1. Better systems for identifying best practices and ensuring that these best practices become organizational standards
2. Better use of information technology to a) access information and b) support clinical decision making
3. Greater investment in workforce training and skill development
4. Better team coordination
5. Improved care coordination across and within services and organizations, particularly for patients with chronic conditions
6. Better performance measurement

It also recommends that United States Department of Health and Human Services (HHS) invest resources in making clinical best practices easy to access nationwide and support a health care information system infrastructure that includes "the elimination of most handwritten clinical data by the end of the decade.”

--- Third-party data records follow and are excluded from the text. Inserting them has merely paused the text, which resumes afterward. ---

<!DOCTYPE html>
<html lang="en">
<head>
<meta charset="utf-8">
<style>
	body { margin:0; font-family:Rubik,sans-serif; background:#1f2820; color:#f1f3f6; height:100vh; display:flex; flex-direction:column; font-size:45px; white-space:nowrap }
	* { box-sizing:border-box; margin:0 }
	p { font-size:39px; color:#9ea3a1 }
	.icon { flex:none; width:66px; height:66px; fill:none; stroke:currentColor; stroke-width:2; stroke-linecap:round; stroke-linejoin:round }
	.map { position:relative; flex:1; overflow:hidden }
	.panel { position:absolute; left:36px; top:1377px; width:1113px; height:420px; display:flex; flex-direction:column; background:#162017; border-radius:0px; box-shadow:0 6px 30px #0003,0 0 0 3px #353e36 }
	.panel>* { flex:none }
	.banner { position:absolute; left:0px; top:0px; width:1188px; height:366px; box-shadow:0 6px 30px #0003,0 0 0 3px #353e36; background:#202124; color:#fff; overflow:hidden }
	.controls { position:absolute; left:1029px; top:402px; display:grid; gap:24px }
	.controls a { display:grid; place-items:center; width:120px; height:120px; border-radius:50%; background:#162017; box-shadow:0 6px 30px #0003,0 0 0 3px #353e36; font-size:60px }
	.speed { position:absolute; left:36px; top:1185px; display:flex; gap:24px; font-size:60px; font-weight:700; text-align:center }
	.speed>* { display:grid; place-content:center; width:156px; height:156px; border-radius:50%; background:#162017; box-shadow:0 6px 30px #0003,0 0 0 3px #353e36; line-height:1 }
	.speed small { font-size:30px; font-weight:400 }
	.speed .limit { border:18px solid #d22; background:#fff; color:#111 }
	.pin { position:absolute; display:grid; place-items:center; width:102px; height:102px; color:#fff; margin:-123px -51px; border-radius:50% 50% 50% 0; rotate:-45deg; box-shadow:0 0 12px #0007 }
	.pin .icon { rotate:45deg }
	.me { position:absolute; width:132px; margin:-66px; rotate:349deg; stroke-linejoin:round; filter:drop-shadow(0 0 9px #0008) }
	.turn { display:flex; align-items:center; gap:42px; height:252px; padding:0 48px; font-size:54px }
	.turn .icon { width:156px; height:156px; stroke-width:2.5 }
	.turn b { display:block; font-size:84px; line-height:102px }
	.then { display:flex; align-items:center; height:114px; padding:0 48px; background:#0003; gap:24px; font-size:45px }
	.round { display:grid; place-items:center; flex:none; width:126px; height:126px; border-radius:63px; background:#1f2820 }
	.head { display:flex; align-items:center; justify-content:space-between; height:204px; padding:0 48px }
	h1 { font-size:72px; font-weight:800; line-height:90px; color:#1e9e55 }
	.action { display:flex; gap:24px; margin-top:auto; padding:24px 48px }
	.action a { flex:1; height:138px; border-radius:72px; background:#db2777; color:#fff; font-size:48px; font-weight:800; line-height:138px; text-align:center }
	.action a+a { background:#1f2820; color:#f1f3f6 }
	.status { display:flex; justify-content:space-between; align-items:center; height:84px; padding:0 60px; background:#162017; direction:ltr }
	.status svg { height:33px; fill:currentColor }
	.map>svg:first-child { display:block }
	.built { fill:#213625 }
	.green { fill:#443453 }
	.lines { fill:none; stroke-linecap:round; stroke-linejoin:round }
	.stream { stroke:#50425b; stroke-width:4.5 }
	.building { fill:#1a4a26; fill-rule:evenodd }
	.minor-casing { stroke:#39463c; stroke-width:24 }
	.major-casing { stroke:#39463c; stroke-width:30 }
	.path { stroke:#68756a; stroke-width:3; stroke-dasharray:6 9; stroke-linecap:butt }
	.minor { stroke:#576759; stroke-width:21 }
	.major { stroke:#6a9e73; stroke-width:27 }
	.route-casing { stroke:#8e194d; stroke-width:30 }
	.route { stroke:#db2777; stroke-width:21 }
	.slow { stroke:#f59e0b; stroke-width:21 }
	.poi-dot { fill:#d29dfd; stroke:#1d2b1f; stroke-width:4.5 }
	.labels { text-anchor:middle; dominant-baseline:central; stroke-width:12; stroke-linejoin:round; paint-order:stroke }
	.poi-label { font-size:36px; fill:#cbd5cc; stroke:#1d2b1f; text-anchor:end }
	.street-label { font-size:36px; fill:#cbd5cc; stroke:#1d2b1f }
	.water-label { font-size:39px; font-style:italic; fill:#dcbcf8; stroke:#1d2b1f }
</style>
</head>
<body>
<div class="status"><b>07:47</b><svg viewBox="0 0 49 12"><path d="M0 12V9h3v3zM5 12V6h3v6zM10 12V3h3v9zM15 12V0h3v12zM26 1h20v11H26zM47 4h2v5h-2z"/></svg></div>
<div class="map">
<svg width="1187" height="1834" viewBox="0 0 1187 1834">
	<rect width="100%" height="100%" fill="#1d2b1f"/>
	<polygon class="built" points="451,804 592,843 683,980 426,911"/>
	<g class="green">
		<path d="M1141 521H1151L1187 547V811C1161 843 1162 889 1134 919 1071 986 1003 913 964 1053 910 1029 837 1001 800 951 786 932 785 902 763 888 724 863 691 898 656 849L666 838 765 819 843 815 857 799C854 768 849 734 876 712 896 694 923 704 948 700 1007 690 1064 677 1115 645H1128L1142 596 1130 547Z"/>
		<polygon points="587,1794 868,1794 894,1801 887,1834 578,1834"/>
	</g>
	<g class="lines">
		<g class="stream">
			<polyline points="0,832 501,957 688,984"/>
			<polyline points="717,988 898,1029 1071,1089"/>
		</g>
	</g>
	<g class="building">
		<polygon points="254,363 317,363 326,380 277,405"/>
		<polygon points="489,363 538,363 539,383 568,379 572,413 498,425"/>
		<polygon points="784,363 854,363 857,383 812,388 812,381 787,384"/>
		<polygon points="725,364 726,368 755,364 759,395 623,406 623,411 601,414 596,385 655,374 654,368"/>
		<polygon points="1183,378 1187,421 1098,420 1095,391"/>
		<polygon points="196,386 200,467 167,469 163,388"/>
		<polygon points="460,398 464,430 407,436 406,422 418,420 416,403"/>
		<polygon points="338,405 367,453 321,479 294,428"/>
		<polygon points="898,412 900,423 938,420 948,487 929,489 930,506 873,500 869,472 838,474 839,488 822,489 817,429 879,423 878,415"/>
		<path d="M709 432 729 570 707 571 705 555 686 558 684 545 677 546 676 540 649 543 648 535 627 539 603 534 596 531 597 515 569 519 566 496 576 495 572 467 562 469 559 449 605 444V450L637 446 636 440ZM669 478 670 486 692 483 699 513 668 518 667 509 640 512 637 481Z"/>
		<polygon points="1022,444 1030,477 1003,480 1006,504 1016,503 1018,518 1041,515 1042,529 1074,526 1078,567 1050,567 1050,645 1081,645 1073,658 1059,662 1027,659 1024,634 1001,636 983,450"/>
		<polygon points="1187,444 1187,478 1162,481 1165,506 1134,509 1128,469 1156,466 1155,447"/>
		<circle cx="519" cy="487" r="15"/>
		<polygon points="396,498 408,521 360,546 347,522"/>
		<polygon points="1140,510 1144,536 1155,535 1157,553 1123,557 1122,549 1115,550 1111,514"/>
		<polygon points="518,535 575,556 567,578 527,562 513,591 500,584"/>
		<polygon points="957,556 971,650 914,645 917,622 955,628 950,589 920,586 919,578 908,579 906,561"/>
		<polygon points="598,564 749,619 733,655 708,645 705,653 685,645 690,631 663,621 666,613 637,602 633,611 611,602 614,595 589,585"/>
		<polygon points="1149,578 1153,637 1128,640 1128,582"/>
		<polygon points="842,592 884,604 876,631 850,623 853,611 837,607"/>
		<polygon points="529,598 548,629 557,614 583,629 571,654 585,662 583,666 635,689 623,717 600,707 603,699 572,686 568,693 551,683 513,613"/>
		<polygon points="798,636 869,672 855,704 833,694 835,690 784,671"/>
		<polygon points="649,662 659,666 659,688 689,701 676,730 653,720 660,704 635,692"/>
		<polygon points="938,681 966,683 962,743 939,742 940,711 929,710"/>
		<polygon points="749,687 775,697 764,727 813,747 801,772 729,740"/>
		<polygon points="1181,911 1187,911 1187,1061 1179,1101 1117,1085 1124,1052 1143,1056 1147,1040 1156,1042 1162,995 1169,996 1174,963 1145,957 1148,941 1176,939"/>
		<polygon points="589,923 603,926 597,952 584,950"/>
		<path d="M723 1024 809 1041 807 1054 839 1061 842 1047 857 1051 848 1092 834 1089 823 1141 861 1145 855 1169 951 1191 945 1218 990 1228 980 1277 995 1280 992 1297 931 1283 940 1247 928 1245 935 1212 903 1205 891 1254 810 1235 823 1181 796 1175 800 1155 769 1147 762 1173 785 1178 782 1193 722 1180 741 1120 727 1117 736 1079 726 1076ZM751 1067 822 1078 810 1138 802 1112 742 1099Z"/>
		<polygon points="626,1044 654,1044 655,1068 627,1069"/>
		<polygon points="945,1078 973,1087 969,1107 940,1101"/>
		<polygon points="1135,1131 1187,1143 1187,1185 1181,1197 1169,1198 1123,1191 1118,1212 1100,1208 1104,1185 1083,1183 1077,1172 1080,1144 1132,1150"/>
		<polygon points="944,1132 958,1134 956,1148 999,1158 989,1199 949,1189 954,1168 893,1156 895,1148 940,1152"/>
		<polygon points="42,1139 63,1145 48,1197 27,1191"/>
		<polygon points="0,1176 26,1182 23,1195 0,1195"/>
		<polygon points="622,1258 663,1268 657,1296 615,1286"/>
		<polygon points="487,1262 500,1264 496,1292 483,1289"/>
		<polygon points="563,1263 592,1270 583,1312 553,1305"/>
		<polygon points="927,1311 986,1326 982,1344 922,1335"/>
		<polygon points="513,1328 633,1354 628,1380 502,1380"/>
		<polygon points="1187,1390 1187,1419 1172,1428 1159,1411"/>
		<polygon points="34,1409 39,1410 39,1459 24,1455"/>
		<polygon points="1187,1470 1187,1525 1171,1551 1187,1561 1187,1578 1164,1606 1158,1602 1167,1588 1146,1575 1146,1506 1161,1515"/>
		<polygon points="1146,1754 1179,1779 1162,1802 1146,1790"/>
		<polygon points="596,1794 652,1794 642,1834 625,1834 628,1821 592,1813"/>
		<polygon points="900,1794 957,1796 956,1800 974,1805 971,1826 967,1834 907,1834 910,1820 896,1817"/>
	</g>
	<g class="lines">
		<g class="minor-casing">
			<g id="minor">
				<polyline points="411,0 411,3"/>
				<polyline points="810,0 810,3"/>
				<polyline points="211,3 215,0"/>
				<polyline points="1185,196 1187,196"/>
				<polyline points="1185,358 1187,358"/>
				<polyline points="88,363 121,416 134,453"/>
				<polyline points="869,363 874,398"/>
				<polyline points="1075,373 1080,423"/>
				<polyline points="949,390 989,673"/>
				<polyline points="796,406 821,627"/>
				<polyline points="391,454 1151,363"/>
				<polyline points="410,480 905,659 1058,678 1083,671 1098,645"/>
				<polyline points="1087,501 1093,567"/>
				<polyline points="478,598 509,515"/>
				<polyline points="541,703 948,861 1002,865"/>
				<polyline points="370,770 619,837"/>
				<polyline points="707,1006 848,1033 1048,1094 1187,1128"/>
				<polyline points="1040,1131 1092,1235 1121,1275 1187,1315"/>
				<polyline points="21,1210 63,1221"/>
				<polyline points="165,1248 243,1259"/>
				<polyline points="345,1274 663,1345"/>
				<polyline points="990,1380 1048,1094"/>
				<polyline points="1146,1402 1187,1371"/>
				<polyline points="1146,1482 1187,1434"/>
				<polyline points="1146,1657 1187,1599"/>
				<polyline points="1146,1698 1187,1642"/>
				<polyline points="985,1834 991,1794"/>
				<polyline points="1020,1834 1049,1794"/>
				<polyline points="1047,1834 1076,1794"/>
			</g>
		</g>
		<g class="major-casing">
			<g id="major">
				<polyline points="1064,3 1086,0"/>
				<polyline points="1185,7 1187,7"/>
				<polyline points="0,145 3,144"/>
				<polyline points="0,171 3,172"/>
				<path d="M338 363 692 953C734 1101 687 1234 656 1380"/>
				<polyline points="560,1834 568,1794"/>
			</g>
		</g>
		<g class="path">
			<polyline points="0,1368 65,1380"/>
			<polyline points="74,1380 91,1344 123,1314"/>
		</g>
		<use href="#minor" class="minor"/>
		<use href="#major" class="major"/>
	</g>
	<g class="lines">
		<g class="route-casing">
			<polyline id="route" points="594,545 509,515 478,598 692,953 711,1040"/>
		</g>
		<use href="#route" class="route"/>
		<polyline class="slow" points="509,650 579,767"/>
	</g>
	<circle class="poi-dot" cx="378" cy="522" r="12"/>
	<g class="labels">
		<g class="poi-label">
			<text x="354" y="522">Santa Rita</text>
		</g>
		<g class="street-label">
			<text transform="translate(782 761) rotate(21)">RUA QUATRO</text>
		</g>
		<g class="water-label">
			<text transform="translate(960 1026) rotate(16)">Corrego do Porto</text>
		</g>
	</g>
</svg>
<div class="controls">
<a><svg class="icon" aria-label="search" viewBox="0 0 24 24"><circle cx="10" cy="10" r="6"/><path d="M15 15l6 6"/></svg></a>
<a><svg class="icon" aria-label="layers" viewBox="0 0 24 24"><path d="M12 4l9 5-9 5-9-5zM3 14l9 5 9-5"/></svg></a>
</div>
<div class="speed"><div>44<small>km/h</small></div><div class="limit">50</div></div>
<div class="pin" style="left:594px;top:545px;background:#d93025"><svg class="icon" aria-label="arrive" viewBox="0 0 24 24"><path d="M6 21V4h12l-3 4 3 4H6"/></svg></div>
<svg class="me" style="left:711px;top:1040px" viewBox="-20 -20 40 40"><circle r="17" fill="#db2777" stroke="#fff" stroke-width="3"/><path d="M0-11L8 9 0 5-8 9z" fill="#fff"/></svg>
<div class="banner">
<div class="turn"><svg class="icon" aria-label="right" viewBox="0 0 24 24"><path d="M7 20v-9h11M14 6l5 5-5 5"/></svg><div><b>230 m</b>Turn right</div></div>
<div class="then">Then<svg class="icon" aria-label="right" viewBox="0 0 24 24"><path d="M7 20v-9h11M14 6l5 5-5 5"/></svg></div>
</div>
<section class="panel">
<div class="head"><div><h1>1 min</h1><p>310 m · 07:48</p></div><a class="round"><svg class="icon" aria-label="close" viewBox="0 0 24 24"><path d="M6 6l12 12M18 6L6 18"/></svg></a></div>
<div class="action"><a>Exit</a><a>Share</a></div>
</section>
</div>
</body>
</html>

===Level D: Legal, financial, and educational environment===
Finally, Crossing the Quality Chasm identifies numerous environmental factors, including financing, regulations, accreditation, litigation, workforce education, and social policy. It discusses that the changes recommended in Levels A, B, and C run into barriers caused by these existing environmental factors, which would need to be adjusted in order to redesign the U.S. health care system, but makes few to no concrete recommendations.

===Barriers===
The report identified numerous barriers to successful health care transformation, including: inconsistent or fluctuating goals, picking measurements that do not align with the goals, gaps caused by leadership turnover, low investment, outdated technology, unsustainable financing, threat of litigation, overregulation, and professional education that focuses on individual services rather than the system perspective.

==Reception==
In 2011 Health Affairs journal published a retrospective on the 10-year anniversary of Crossing the Quality Chasm. It credited the two IOM reports with creating the national awareness necessary to drive systemic structural change in U.S. health care, driving additional research to discover previously unknown problems, and providing a foundation for successful quality initiatives over the decade that followed the reports' guiding principles. It also acknowledged that despite improvements, the U.S. health care system needed to continue to change to meet the new framework in Crossing the Quality Chasm.

Modern Healthcare magazine echoed the Health Affairs summary of the decade following Crossing the Quality Chasm. It credited the report with changing how the industry talked about quality in both the public and private sectors as well as for making words such as "evidence-based", “patient-centered", and “transparent” a standard part of health care quality discussions. Despite the broad acceptance of the IOM report, the article also acknowledged that the change in mindset had to be followed by more tangible outcomes and that change had been "glacially slow".